Task directions >> Every entry below should be transcribed exactly; pictures stay out of the copy.

Dataset content >>
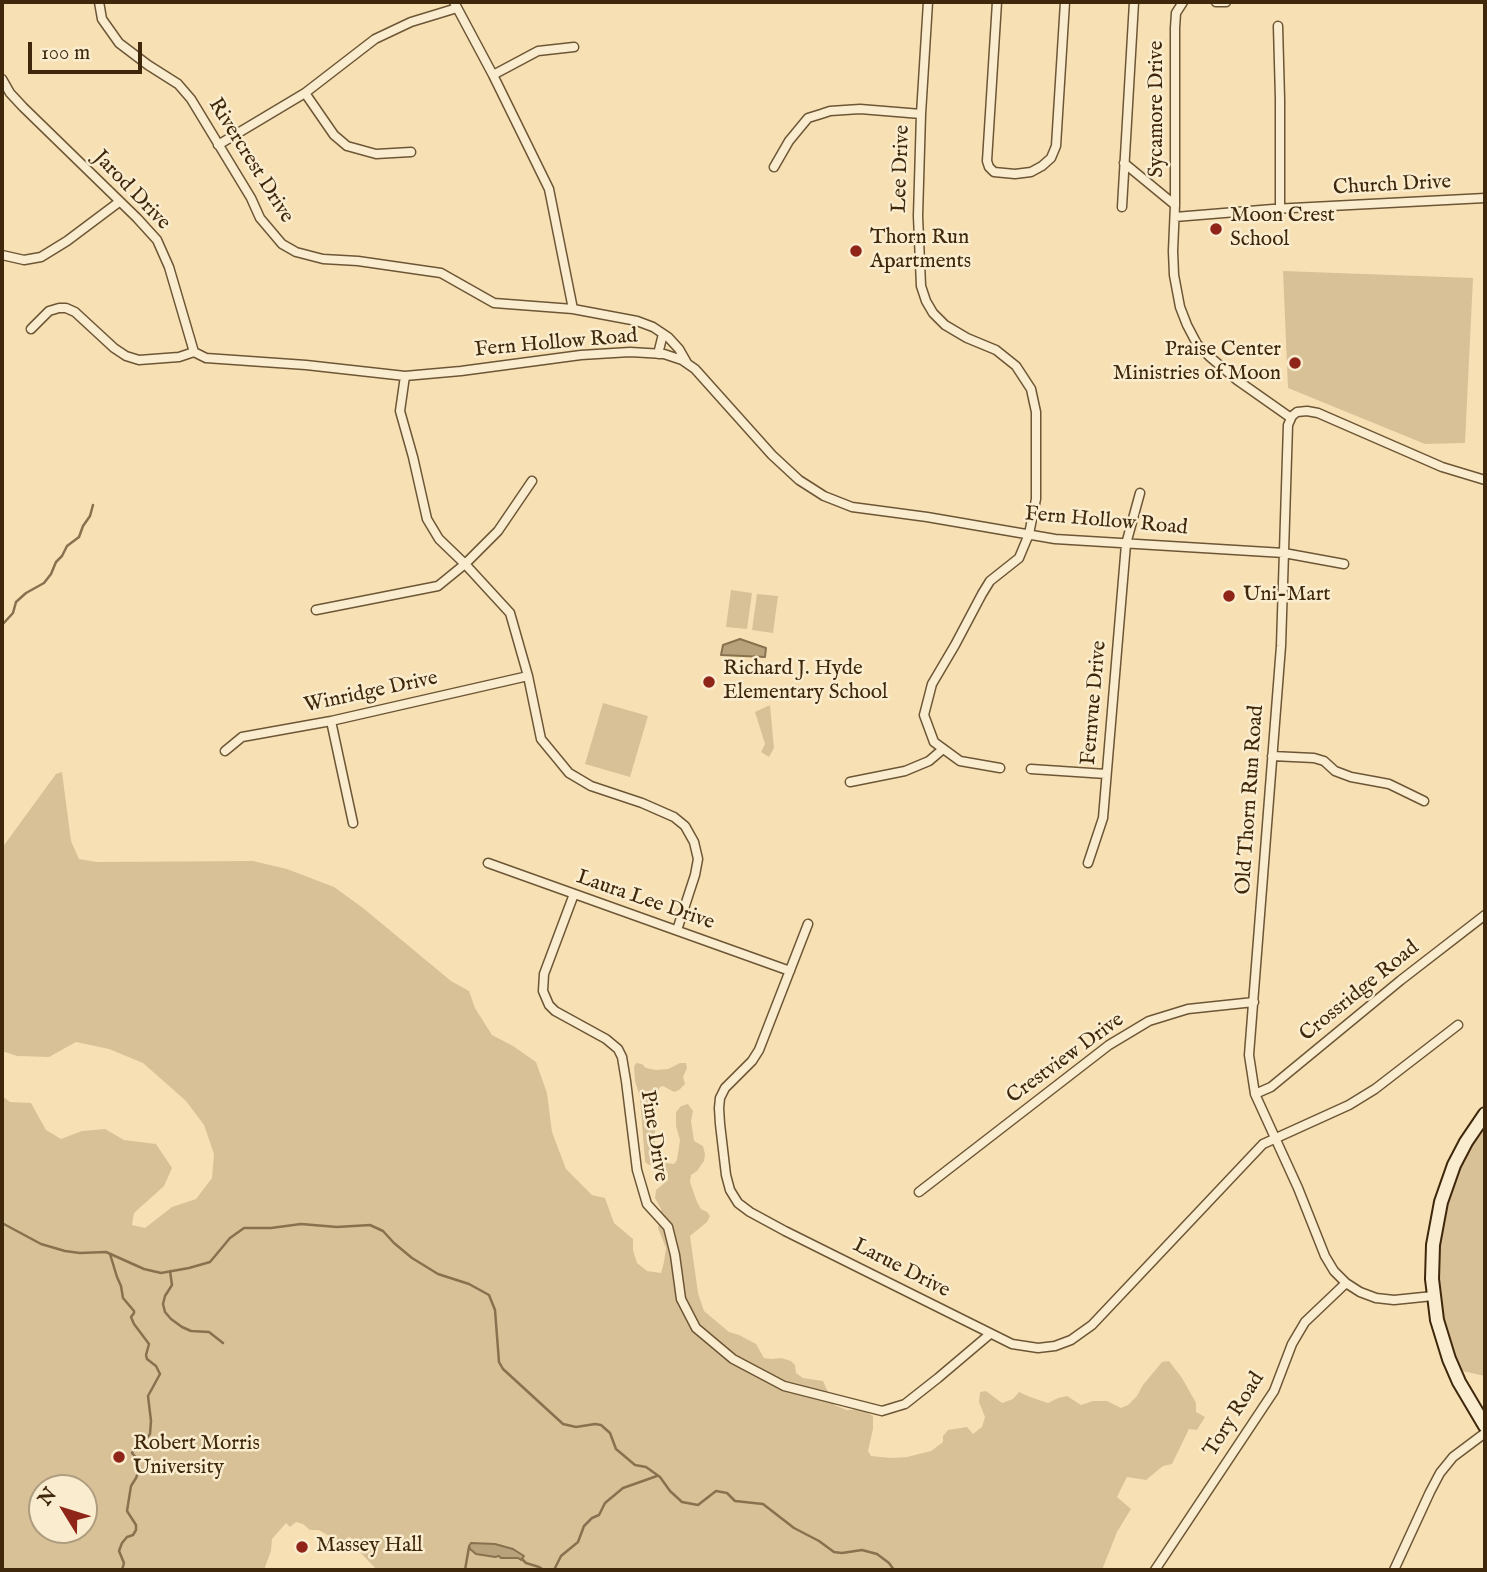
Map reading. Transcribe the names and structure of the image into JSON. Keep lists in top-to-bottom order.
{
  "streets": {
    "street": [
      "Sycamore Drive",
      "Rivercrest Drive",
      "Lee Drive",
      "Church Drive",
      "Jarod Drive",
      "Fern Hollow Road",
      "Winridge Drive",
      "Fernvue Drive",
      "Old Thorn Run Road",
      "Laura Lee Drive",
      "Crossridge Road",
      "Crestview Drive",
      "Pine Drive",
      "Larue Drive",
      "Tory Road"
    ]
  },
  "crossings": [
    ["Sycamore Drive", "Church Drive"],
    ["Sycamore Drive", "Old Thorn Run Road"],
    ["Rivercrest Drive", "Fern Hollow Road"],
    ["Lee Drive", "Fern Hollow Road"],
    ["Jarod Drive", "Fern Hollow Road"],
    ["Fern Hollow Road", "Fernvue Drive"],
    ["Fern Hollow Road", "Old Thorn Run Road"],
    ["Old Thorn Run Road", "Crossridge Road"],
    ["Old Thorn Run Road", "Crestview Drive"],
    ["Old Thorn Run Road", "Larue Drive"],
    ["Old Thorn Run Road", "Tory Road"],
    ["Laura Lee Drive", "Pine Drive"],
    ["Laura Lee Drive", "Larue Drive"],
    ["Pine Drive", "Larue Drive"]
  ],
  "places": [
    "Moon Crest School",
    "Thorn Run Apartments",
    "Praise Center Ministries of Moon",
    "Uni-Mart",
    "Richard J. Hyde Elementary School",
    "Robert Morris University",
    "Massey Hall"
  ],
  "scale_bar": "100 m",
  "north": "top left"
}
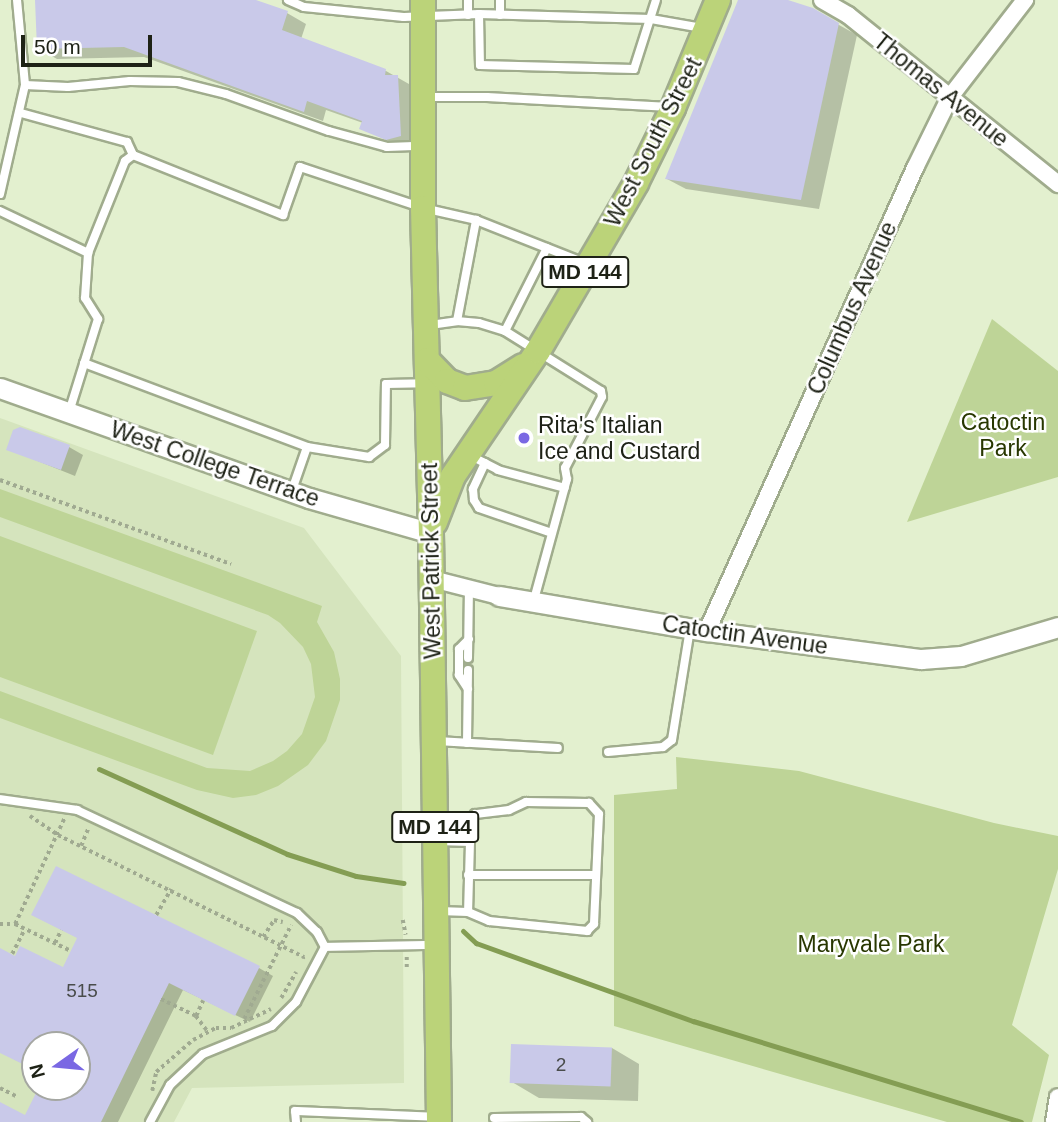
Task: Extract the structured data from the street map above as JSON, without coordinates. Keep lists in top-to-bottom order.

Written response >>
Map reading. Transcribe the names and structure of the image into JSON. Keep lists in top-to-bottom order.
{
  "streets": {
    "street": [
      "Sycamore Drive",
      "Rivercrest Drive",
      "Lee Drive",
      "Church Drive",
      "Jarod Drive",
      "Fern Hollow Road",
      "Winridge Drive",
      "Fernvue Drive",
      "Old Thorn Run Road",
      "Laura Lee Drive",
      "Crossridge Road",
      "Crestview Drive",
      "Pine Drive",
      "Larue Drive",
      "Tory Road"
    ]
  },
  "crossings": [
    ["Sycamore Drive", "Church Drive"],
    ["Sycamore Drive", "Old Thorn Run Road"],
    ["Rivercrest Drive", "Fern Hollow Road"],
    ["Lee Drive", "Fern Hollow Road"],
    ["Jarod Drive", "Fern Hollow Road"],
    ["Fern Hollow Road", "Fernvue Drive"],
    ["Fern Hollow Road", "Old Thorn Run Road"],
    ["Old Thorn Run Road", "Crossridge Road"],
    ["Old Thorn Run Road", "Crestview Drive"],
    ["Old Thorn Run Road", "Larue Drive"],
    ["Old Thorn Run Road", "Tory Road"],
    ["Laura Lee Drive", "Pine Drive"],
    ["Laura Lee Drive", "Larue Drive"],
    ["Pine Drive", "Larue Drive"]
  ],
  "places": [
    "Moon Crest School",
    "Thorn Run Apartments",
    "Praise Center Ministries of Moon",
    "Uni-Mart",
    "Richard J. Hyde Elementary School",
    "Robert Morris University",
    "Massey Hall"
  ],
  "scale_bar": "100 m",
  "north": "top left"
}
Task: Extract the structured data from the street map above as JSON, without coordinates. Keep lists in top-to-bottom order.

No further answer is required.